[Data for the task — start]
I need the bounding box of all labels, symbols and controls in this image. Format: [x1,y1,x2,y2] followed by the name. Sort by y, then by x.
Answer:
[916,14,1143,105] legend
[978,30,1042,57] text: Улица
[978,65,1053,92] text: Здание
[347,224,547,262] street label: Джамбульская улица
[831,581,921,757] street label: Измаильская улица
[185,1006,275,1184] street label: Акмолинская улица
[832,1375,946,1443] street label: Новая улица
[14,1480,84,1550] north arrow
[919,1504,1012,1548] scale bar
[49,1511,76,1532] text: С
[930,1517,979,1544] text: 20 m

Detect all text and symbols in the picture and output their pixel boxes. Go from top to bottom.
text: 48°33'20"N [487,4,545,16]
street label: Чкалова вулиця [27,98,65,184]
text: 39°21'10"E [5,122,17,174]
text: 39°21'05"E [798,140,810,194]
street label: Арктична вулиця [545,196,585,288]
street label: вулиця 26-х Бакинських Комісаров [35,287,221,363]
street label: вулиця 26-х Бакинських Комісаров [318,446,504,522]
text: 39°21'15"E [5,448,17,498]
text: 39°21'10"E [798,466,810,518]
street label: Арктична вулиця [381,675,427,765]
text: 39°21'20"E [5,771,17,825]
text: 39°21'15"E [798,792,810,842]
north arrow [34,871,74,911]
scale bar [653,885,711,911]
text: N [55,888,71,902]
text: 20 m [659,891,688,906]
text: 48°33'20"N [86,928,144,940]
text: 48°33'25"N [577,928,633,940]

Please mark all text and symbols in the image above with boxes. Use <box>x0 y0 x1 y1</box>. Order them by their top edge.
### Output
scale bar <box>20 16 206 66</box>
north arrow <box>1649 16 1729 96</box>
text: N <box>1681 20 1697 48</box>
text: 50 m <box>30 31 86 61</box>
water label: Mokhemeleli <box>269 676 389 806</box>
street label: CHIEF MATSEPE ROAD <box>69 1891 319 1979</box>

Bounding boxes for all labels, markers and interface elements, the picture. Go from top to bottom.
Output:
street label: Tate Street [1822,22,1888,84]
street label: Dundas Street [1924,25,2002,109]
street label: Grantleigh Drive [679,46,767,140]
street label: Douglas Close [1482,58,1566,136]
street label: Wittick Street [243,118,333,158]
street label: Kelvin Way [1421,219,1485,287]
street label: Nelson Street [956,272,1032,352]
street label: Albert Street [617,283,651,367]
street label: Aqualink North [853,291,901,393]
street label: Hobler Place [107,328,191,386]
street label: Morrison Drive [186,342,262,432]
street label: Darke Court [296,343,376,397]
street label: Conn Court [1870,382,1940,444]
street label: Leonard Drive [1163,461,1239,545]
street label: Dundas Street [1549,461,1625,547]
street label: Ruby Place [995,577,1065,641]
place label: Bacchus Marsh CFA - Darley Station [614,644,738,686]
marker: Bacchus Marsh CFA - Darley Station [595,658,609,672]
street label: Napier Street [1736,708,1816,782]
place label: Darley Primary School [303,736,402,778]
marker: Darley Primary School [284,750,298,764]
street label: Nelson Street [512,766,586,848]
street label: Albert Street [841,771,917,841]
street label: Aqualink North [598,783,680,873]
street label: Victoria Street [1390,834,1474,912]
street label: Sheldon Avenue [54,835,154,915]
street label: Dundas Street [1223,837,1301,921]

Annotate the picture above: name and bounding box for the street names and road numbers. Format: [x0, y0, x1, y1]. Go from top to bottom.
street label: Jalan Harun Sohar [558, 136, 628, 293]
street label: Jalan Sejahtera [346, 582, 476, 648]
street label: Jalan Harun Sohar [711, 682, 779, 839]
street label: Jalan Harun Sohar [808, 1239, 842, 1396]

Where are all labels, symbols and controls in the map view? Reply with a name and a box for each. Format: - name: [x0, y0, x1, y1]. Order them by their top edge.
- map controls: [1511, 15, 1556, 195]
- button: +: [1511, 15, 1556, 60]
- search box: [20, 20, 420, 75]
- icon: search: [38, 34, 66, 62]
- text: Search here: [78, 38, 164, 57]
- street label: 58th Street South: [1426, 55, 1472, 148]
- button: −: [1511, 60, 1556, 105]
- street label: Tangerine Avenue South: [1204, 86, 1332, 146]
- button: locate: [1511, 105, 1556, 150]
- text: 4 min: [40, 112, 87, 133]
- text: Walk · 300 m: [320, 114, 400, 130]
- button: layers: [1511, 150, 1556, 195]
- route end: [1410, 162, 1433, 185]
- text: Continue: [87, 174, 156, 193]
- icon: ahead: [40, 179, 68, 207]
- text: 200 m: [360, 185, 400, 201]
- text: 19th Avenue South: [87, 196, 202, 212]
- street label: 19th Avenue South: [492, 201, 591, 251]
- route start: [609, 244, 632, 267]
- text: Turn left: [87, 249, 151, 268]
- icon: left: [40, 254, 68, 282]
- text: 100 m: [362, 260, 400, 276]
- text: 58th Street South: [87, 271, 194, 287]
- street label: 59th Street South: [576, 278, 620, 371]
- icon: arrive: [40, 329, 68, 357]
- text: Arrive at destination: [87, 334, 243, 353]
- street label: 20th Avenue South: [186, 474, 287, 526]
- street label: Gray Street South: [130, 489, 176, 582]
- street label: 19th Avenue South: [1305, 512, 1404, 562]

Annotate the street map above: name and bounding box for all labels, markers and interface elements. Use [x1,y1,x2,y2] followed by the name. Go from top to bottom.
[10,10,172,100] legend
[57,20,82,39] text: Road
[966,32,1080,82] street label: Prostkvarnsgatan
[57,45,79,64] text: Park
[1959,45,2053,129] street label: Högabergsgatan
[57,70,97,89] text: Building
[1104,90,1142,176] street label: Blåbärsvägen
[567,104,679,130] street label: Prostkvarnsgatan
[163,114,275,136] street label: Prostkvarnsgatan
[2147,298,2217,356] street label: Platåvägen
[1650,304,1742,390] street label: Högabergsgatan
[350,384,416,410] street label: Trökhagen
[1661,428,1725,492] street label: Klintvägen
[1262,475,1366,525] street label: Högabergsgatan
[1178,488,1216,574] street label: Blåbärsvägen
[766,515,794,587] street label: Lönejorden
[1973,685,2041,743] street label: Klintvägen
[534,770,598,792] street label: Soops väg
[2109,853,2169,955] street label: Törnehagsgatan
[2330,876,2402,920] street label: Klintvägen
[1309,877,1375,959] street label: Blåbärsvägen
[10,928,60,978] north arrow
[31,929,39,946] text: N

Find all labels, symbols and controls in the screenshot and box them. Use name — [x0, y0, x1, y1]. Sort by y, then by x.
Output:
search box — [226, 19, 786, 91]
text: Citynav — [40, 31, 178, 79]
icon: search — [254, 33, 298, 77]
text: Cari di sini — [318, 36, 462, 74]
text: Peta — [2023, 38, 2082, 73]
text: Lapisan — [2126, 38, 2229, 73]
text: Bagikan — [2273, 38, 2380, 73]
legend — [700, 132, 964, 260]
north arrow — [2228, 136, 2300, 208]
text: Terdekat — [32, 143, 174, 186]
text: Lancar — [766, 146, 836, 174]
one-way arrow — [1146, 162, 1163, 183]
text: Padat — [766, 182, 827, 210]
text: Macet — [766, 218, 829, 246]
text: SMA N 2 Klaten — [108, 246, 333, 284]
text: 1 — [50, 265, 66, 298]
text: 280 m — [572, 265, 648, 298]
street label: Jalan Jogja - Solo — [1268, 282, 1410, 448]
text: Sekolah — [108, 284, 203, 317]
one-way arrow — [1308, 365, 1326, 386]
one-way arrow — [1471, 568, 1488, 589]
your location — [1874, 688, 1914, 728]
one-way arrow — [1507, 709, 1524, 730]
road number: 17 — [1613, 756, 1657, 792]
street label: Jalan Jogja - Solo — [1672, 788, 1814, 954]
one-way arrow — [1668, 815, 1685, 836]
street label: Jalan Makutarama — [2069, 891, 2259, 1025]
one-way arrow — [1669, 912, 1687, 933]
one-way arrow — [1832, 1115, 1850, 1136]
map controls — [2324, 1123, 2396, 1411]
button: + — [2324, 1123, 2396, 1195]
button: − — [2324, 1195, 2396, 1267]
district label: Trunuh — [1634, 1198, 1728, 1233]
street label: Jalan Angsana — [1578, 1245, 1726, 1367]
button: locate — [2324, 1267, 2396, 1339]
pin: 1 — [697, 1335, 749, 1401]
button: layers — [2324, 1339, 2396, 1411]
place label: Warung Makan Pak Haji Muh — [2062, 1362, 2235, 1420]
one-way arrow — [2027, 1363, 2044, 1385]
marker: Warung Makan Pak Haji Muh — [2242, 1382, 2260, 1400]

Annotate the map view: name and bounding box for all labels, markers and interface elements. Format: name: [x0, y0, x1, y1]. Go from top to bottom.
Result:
[Data for the task — finish]
## Task to carry out
Look above for the line holding "Detect all text". Print it and every line after it, exactly, through the line holding "Bounding boxes for".

## Final answer
Detect all text and symbols in the picture and output their pixel boxes. Go from top to bottom.
text: 48°33'20"N [487,4,545,16]
street label: Чкалова вулиця [27,98,65,184]
text: 39°21'10"E [5,122,17,174]
text: 39°21'05"E [798,140,810,194]
street label: Арктична вулиця [545,196,585,288]
street label: вулиця 26-х Бакинських Комісаров [35,287,221,363]
street label: вулиця 26-х Бакинських Комісаров [318,446,504,522]
text: 39°21'15"E [5,448,17,498]
text: 39°21'10"E [798,466,810,518]
street label: Арктична вулиця [381,675,427,765]
text: 39°21'20"E [5,771,17,825]
text: 39°21'15"E [798,792,810,842]
north arrow [34,871,74,911]
scale bar [653,885,711,911]
text: N [55,888,71,902]
text: 20 m [659,891,688,906]
text: 48°33'20"N [86,928,144,940]
text: 48°33'25"N [577,928,633,940]

Please mark all text and symbols in the image above with boxes. Use <box>x0 y0 x1 y1</box>. Order them by their top edge.
### Output
scale bar <box>20 16 206 66</box>
north arrow <box>1649 16 1729 96</box>
text: N <box>1681 20 1697 48</box>
text: 50 m <box>30 31 86 61</box>
water label: Mokhemeleli <box>269 676 389 806</box>
street label: CHIEF MATSEPE ROAD <box>69 1891 319 1979</box>

Bounding boxes for all labels, markers and interface elements, the picture. Go from top to bottom.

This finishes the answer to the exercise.